Vistry shares are now trading around the 843p mark, their lowest level since December 2023.
The plunge comes after the company revealed that cost projections for nine of its developments in the South Division had been significantly understated.
“The total full-life cost projections to complete 9 out of its 46 developments, including some large-scale schemes, have been understated by c. 10% of the total build costs,” the company said.
The revised estimates have resulted in a reduction of approximately £80 million in expected adjusted profit before tax for the current fiscal year (FY24).
The impact will also extend into the following two years, with estimated reductions of £30 million in FY25 and £5 million in FY26.

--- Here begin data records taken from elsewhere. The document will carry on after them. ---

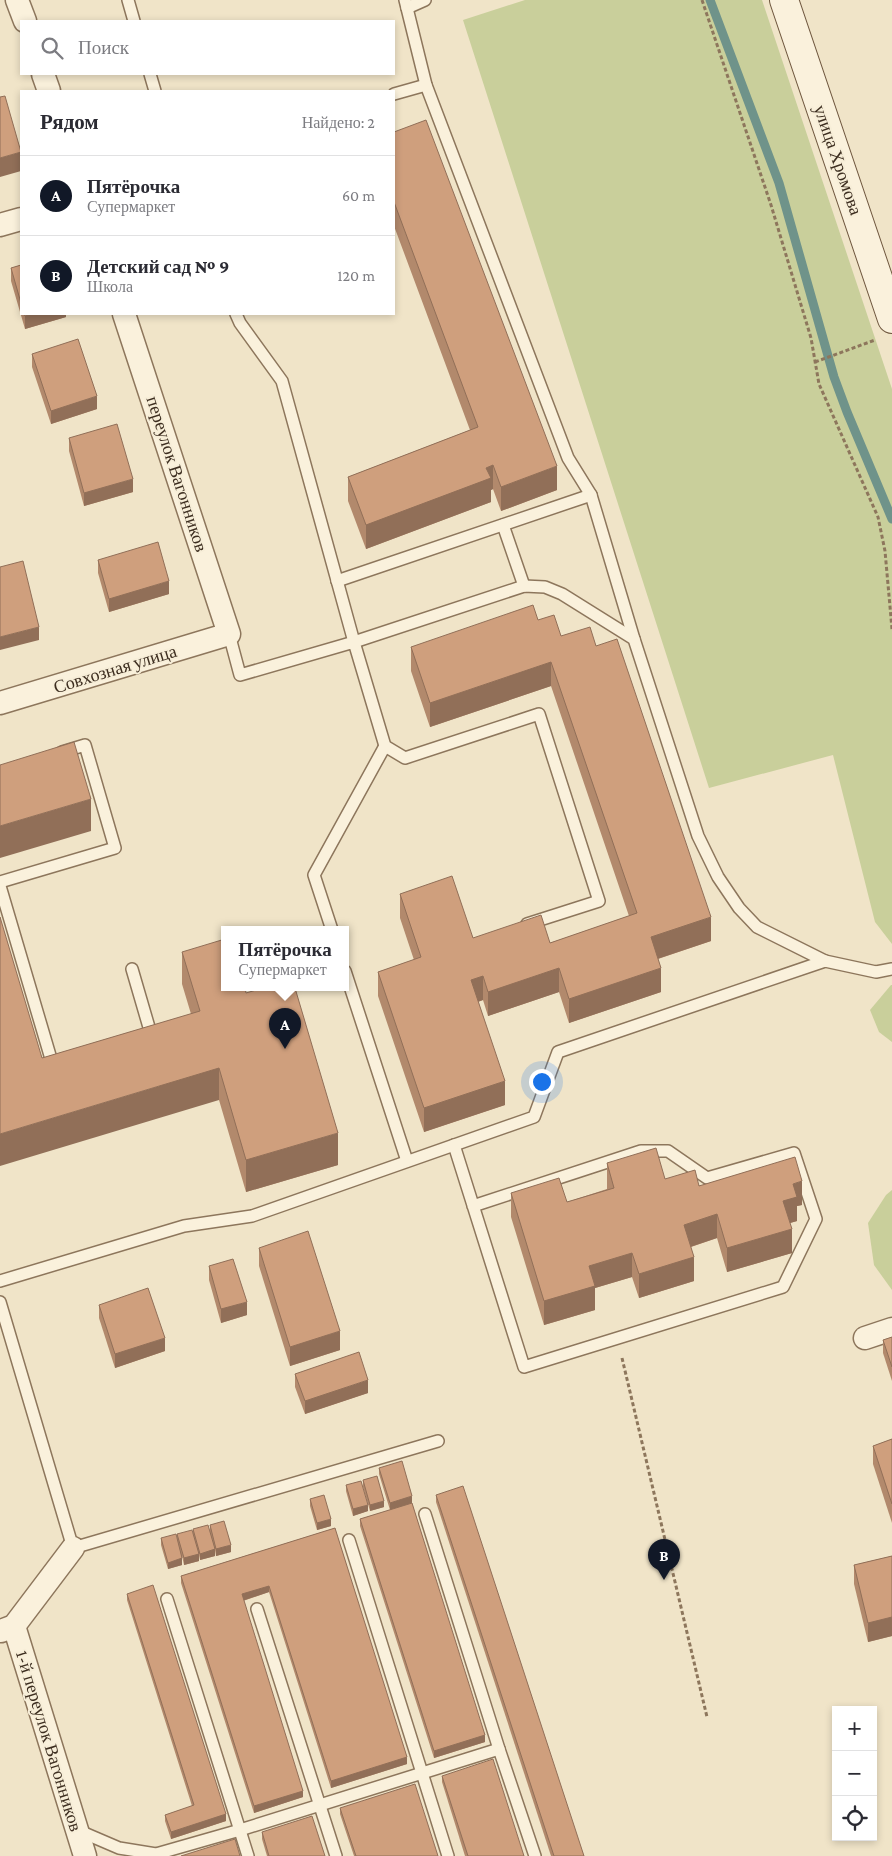 <!DOCTYPE html>
<html lang="ru">
<head>
<meta charset="utf-8">
<style>
	:root { --surface:#fff; --page:#f7f7f7; --text:#2b2b33; --muted:#7c7c81; --line:#e1e1e2; --accent:#111827 }
	body { margin:0; font-family:"Crimson Pro",serif; background:var(--page); color:var(--text) }
	.controls { position:absolute; right:15px; bottom:15px; display:grid; overflow:hidden; border-radius:0px; box-shadow:0 2px 8px #0003 }
	.controls button { width:45px; height:45px; display:grid; place-items:center; padding:0; border:0; border-bottom:1px solid var(--line); background:var(--surface); color:var(--text); font:25px sans-serif }
	.you { position:absolute; left:541px; top:1081px; width:18px; height:18px; margin:-12px; border:4px solid #fff; border-radius:50%; background:#1a73e8; box-shadow:0 0 0 8px #1a73e833 }
	.badge { display:grid; place-items:center; width:32px; height:32px; border-radius:50%; background:var(--accent); color:#fff; font-size:16px; font-weight:700 }
	.pin { position:absolute; translate:-50% -41px; filter:drop-shadow(0 1px 2px #0008) }
	.pin::after { content:''; position:absolute; top:26px; width:18px; height:15px; background:inherit; clip-path:polygon(0 0,100% 0,50% 100%) }
	.popup { position:absolute; left:221px; top:926px; width:128px; height:65px; box-sizing:border-box; display:grid; place-content:center; border-radius:0px; background:var(--surface); filter:drop-shadow(0 1px 4px #0005); font-size:16px; white-space:nowrap; color:var(--muted) }
	.popup b { font-size:19px; color:var(--text) }
	.popup::after { content:''; position:absolute; left:50%; top:100%; margin-left:-10px; border:10px solid transparent; border-top-color:var(--surface) }
	.list { margin:0; padding:0; list-style:none }
	h2 { display:flex; justify-content:space-between; align-items:center; height:65px; margin:0; padding:0 20px; font-size:21px }
	h2 small { font-size:16px; font-weight:400; color:var(--muted) }
	.list li { display:grid; grid-template-columns:32px 1fr auto; gap:15px; align-items:center; box-sizing:border-box; height:80px; padding:0 20px; border-top:1px solid var(--line) }
	.list b { display:block; font-size:19px; white-space:nowrap }
	.list p { margin:0; font-size:16px; white-space:nowrap; color:var(--muted) }
	.list em { font-size:16px; font-style:normal; color:var(--muted) }
	.icon { flex:none; width:28px; height:28px; fill:none; stroke:currentColor; stroke-width:2; stroke-linecap:round; stroke-linejoin:round }
	.map { position:relative; flex:none; width:892px; height:1856px; overflow:hidden }
	.search { position:absolute; background:var(--surface); box-shadow:0 2px 8px #0003; left:20px; top:20px; width:375px; height:55px; display:flex; align-items:center; gap:12px; box-sizing:border-box; padding:0 18px; border-radius:0px; color:var(--muted); font-size:19px }
	.panel { position:absolute; background:var(--surface); box-shadow:0 2px 8px #0003; left:20px; top:90px; width:375px; height:225px; border-radius:0px }
	.map>svg:first-child { display:block }
	.green { fill:#c9cf9b }
	.lines { fill:none; stroke-linecap:round; stroke-linejoin:round }
	.stream { stroke:#6f938a; stroke-width:9 }
	.lane-casing { stroke:#8d765c; stroke-width:14 }
	.street-casing { stroke:#8d765c; stroke-width:25 }
	.secondary-casing { stroke:#6f573f; stroke-width:30 }
	.path { stroke:#8d765c; stroke-width:3; stroke-dasharray:4 2.5; stroke-linecap:butt }
	.lane { stroke:#faf1dc; stroke-width:11 }
	.street { stroke:#faf1dc; stroke-width:22 }
	.secondary { stroke:#faf1dc; stroke-width:28 }
	.wall { fill:#b2896c }
	.shaded-wall { fill:#916f58 }
	.building { fill:#cf9f7d; stroke:#916f58 }
	.labels { text-anchor:middle; dominant-baseline:central; stroke-width:4; stroke-linejoin:round; paint-order:stroke }
	.street-label { font-size:18px; fill:#3d2e20; stroke:#f7eed8 }
</style>
</head>
<body>
<div class="map">
<svg width="892" height="1856" viewBox="0 0 892 1856">
	<rect width="100%" height="100%" fill="#f0e4c8"/>
	<g class="green">
		<path d="M525,0h237l130,389v555l-17,-22 -42,-167 -124,33 -246,-768z"/>
		<path d="M891,985h1v57l-13,-10 -9,-22z"/>
		<path d="M892,1190v100l-18,-25 -6,-42 18,-28z"/>
	</g>
	<g class="lines">
		<path class="stream" d="M710,0l69,183 55,194 13,35 45,107"/>
		<g class="lane-casing">
			<g id="lane">
				<path d="M128,0l6,21"/>
				<path d="M405,0l21,85 142,373 23,37 43,144"/>
				<path d="M407,8l18,-8"/>
				<path d="M150,74l5,17"/>
				<path d="M394,94l32,-9"/>
				<path d="M236,314l4,9 42,58 72,261 170,-56 21,1 17,7 72,45 64,197 20,41 21,31 18,19 68,34"/>
				<path d="M503,525l21,61"/>
				<path d="M337,581l254,-86"/>
				<path d="M229,634l11,41 114,-33 31,104 20,12 134,-44 60,187 -72,23"/>
				<path d="M0,882l115,-34 -30,-103 -23,7"/>
				<path d="M0,886l54,183"/>
				<path d="M332,930l-18,-55 71,-129"/>
				<path d="M132,969l21,72"/>
				<path d="M345,971l62,190"/>
				<path d="M454,1145l70,222 259,-80 33,-68 -22,-66 -87,25 -39,-27h-27l-168,55"/>
				<path d="M0,1281l184,-55 68,-10 282,-99 24,-65 267,-91 51,11 16,-3"/>
				<path d="M0,1302l73,246 365,-107"/>
				<path d="M425,1514l74,235 36,107"/>
				<path d="M349,1540l99,316"/>
				<path d="M167,1599l81,257"/>
				<path d="M257,1609l79,247"/>
				<path d="M77,1830l42,18 37,6 84,-24 259,-81"/>
			</g>
		</g>
		<g class="street-casing">
			<g id="street">
				<path d="M17,0l8,21"/>
				<path d="M43,74l6,17"/>
				<path d="M0,225l21,-6"/>
				<path d="M0,703l229,-69 -105,-320"/>
				<path d="M865,1338l27,-9"/>
				<path d="M14,1626l71,230"/>
				<path d="M1,1631l13,-5 59,-78"/>
			</g>
		</g>
		<g class="secondary-casing">
			<path id="secondary" d="M784,0l108,319"/>
		</g>
		<g class="path">
			<path d="M702,0l69,205 40,133 8,46 59,133 7,34 7,78"/>
			<path d="M815,362l60,-22"/>
			<path d="M622,1358l85,359"/>
		</g>
		<use href="#lane" class="lane"/>
		<use href="#street" class="street"/>
		<use href="#secondary" class="secondary"/>
	</g>
	<g class="wall">
		<path d="M394,132l163,358 -56,21 -8,-22 -2,1v12l-125,47 -18,-48v-24l122,-47 -76,-204z"/>
		<path d="M21,265v49h45v3l-41,12 -14,-48v-13z"/>
		<path d="M32,354l65,55 -46,15 -19,-57z"/>
		<path d="M69,438l64,54 -49,14 -15,-55z"/>
		<path d="M98,560l71,34 -60,18 -11,-39z"/>
		<path d="M538,620l23,16 35,10 115,295 -53,18 3,33 -92,31 -10,-31 -71,24 -5,-16 -5,2 27,103 -81,27 -46,-136v-24l36,-12 -14,-42v-24l73,44 77,5 79,-27 -78,-230 -121,41 -19,-56v-24z"/>
		<path d="M182,952l64,41 92,172 -92,27 -27,-92 -177,-42 149,-44 -9,-30z"/>
		<path d="M607,1163l58,16 137,26 -5,1v15l-7,2 2,30 -65,19 -10,-34 -26,9 3,34 -55,17 -7,-21 -37,11v22l-51,15 -33,-108v-24l56,9 40,-13z"/>
		<path d="M259,1248l81,102 -50,16 -31,-100z"/>
		<path d="M209,1266l38,49 -26,8 -12,-43z"/>
		<path d="M99,1305l66,46 -50,17 -16,-50z"/>
		<path d="M892,1337v44l-9,-28v-13z"/>
		<path d="M295,1374l73,19 -63,21 -10,-27z"/>
		<path d="M892,1439v84l-19,-59v-18z"/>
		<path d="M379,1468l33,35 73,239 -51,16 -74,-232v-7l30,-9 -11,-36z"/>
		<path d="M363,1480l21,27 -14,4 -7,-24z"/>
		<path d="M346,1485l22,26 -15,5 -7,-25z"/>
		<path d="M436,1495l148,361h-33l-115,-354z"/>
		<path d="M310,1499l21,27 -14,4 -7,-24z"/>
		<path d="M210,1525l21,27 -15,4 -1,-6v6l-15,4 -1,-5v6l-15,4 -2,-9v9l-14,4 -7,-24v-7l16,2v-6l16,1v-6l17,2z"/>
		<path d="M335,1528l72,236 -76,24 -62,-196 -26,9 60,196 -49,16 -73,-230v-7z"/>
		<path d="M892,1556v80l-24,6 -14,-58v-19z"/>
		<path d="M127,1594l99,227 -55,18 -6,-18v-6l27,-9 -65,-206z"/>
		<path d="M442,1776l82,80h-59l-23,-74z"/>
		<path d="M340,1808l98,48h-84l-14,-42z"/>
		<path d="M262,1832l63,24h-58l-5,-17z"/>
	</g>
	<g class="shaded-wall">
		<path d="M21,152v19l-21,6v-19z"/>
		<path d="M33,314h33v3l-41,12v-13z"/>
		<path d="M97,396v13l-46,15v-13z"/>
		<path d="M493,465v24l-2,1v12l-125,47v-24z"/>
		<path d="M557,466v24l-56,21v-24z"/>
		<path d="M133,479v13l-49,14v-13z"/>
		<path d="M169,581v13l-60,18v-13z"/>
		<path d="M39,627v13l-39,10v-13z"/>
		<path d="M551,662v24l-121,41v-24z"/>
		<path d="M91,799v32l-91,27v-32z"/>
		<path d="M711,917v24l-60,20v-24z"/>
		<path d="M559,968v24l-71,24v-24z"/>
		<path d="M661,968v24l-92,31v-24z"/>
		<path d="M483,976v24l-12,4v-24z"/>
		<path d="M219,1068v32l-219,66v-32z"/>
		<path d="M505,1081v24l-81,27v-24z"/>
		<path d="M338,1133v32l-92,27v-32z"/>
		<path d="M802,1181v24l-5,1v15l-14,4v-24l10,-17z"/>
		<path d="M717,1214v24l-33,11v-24z"/>
		<path d="M792,1229v24l-65,19v-24z"/>
		<path d="M632,1253v24l-37,11v22l-51,15v-24l45,-35z"/>
		<path d="M694,1257v24l-55,17v-24z"/>
		<path d="M247,1302v13l-26,8v-14z"/>
		<path d="M340,1331v19l-50,16v-19z"/>
		<path d="M165,1338v13l-50,17v-14z"/>
		<path d="M368,1380v13l-63,21v-13z"/>
		<path d="M412,1496v7l-22,7v-7z"/>
		<path d="M384,1501v6l-14,4v-6z"/>
		<path d="M368,1505v6l-15,5v-7z"/>
		<path d="M331,1519v7l-14,4v-7z"/>
		<path d="M231,1545v7l-15,4v-7z"/>
		<path d="M215,1549v7l-15,4v-6z"/>
		<path d="M199,1554v7l-15,4v-7z"/>
		<path d="M182,1558v7l-14,4v-6z"/>
		<path d="M269,1586v6l-27,9v-7z"/>
		<path d="M892,1617v19l-24,6v-19z"/>
		<path d="M485,1735v7l-51,16v-7z"/>
		<path d="M407,1757v7l-76,24v-7z"/>
		<path d="M303,1791v6l-49,16v-7z"/>
		<path d="M226,1814v7l-55,18v-7z"/>
	</g>
	<g class="building">
		<path d="M5,96l16,56 -21,6v-61z"/>
		<path d="M426,120l131,346 -56,21 -8,-22 -7,3 5,10 -125,47 -18,-48 130,-50 -84,-225v-70z"/>
		<path d="M21,265v38l-10,-35z"/>
		<path d="M24,314h9l-8,2z"/>
		<path d="M78,339l19,57 -46,15 -19,-57z"/>
		<path d="M117,424l16,55 -49,14 -15,-55z"/>
		<path d="M158,542l11,39 -60,18 -11,-39z"/>
		<path d="M23,561l16,66 -39,10v-70z"/>
		<path d="M533,605l5,15 16,-5 7,21 29,-9 6,19 21,-7 94,278 -60,20 10,31 -92,31 -10,-31 -71,24 -5,-16 -12,4 34,101 -81,27 -46,-136 43,-15 -21,-63 52,-18 21,62 68,-23 9,28 87,-30 -86,-251 -121,41 -19,-56z"/>
		<path d="M74,742l17,57 -91,27v-61z"/>
		<path d="M0,917l42,141 158,-47 -18,-59 43,-13v49h20l1,5 17,-5h32l43,145 -92,27 -27,-92 -219,66z"/>
		<path d="M656,1148l9,31 30,-9 4,16 96,-29 7,24 -9,3 4,13 -14,4 9,28 -65,19 -10,-34 -33,11 10,32 -55,17 -7,-21 -43,13 6,20 -51,15 -33,-108 48,-15 8,24 47,-14 -7,-25z"/>
		<path d="M308,1231l32,100 -50,16 -31,-99z"/>
		<path d="M233,1259l14,43 -26,7 -12,-43z"/>
		<path d="M148,1288l17,50 -50,16 -16,-49z"/>
		<path d="M892,1337v30l-9,-27z"/>
		<path d="M359,1352l9,28 -63,21 -10,-27z"/>
		<path d="M892,1439v65l-19,-58z"/>
		<path d="M402,1461l10,35 -22,7 -11,-35z"/>
		<path d="M377,1476l7,25 -14,4 -7,-25z"/>
		<path d="M361,1481l7,24 -15,4 -7,-24z"/>
		<path d="M463,1486l121,370h-30l-118,-361z"/>
		<path d="M324,1495l7,24 -14,4 -7,-24z"/>
		<path d="M412,1503l73,232 -51,16 -74,-232z"/>
		<path d="M224,1521l7,24 -15,4 -6,-24z"/>
		<path d="M208,1525l7,24 -15,5 -7,-25z"/>
		<path d="M335,1528l72,229 -76,24 -62,-195 -27,8 61,197 -49,15 -73,-230z"/>
		<path d="M192,1530l7,24 -15,4 -7,-24z"/>
		<path d="M176,1534l6,24 -14,5 -7,-25z"/>
		<path d="M892,1556v61l-24,6 -14,-58z"/>
		<path d="M153,1585l73,229 -55,18 -6,-17 29,-10 -67,-211z"/>
		<path d="M493,1759l31,97h-56l-26,-80z"/>
		<path d="M415,1784l23,72h-82l-16,-48z"/>
		<path d="M312,1816l13,40h-56l-7,-24z"/>
		<path d="M235,1839l5,17h-59z"/>
	</g>
	<g class="labels">
		<g class="street-label">
			<text transform="translate(838 160) rotate(71)">улица Хромова</text>
			<text transform="translate(177 474) rotate(72)">переулок Вагонников</text>
			<text transform="translate(115 669) rotate(-17)">Совхозная улица</text>
			<text transform="translate(49 1741) rotate(73)">1-й переулок Вагонников</text>
		</g>
	</g>
</svg>
<div class="controls">
<button>+</button>
<button>−</button>
<button><svg class="icon" aria-label="locate" viewBox="0 0 24 24"><circle cx="12" cy="12" r="6"/><path d="M12 2v4M12 18v4M2 12h4M18 12h4"/></svg></button>
</div>
<div class="you"></div>
<div class="pin badge" style="left:285px;top:1049px">A</div>
<div class="popup"><b>Пятёрочка</b>Супермаркет</div>
<div class="pin badge" style="left:664px;top:1580px">B</div>
<div class="search"><svg class="icon" aria-label="search" viewBox="0 0 24 24"><circle cx="10" cy="10" r="6"/><path d="M15 15l6 6"/></svg>Поиск</div>
<section class="panel">
<h2>Рядом<small>Найдено: 2</small></h2>
<ul class="list">
<li><span class="badge">A</span><div><b>Пятёрочка</b><p>Супермаркет</p></div><em>60 m</em></li>
<li><span class="badge">B</span><div><b>Детский сад № 9</b><p>Школа</p></div><em>120 m</em></li>
</ul>
</section>
</div>
</body>
</html>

“The reduction in expectations in these three years relates to overall cost estimates across the full life of the developments,” added the company.
As a result, Vistry said it now expects adjusted profit before tax in FY24 to be around £350 million.
Vistry attributed the issue to problems within the South Division and has announced changes to the management team. An independent review is also underway to investigate the root causes of the cost underestimations.
Despite the profit warning, Vistry remains confident in its overall strategy and continues to target a net cash position and a strong increase in high-quality mixed-tenure housing. The company also reaffirmed its commitment to a £130 million share buyback program.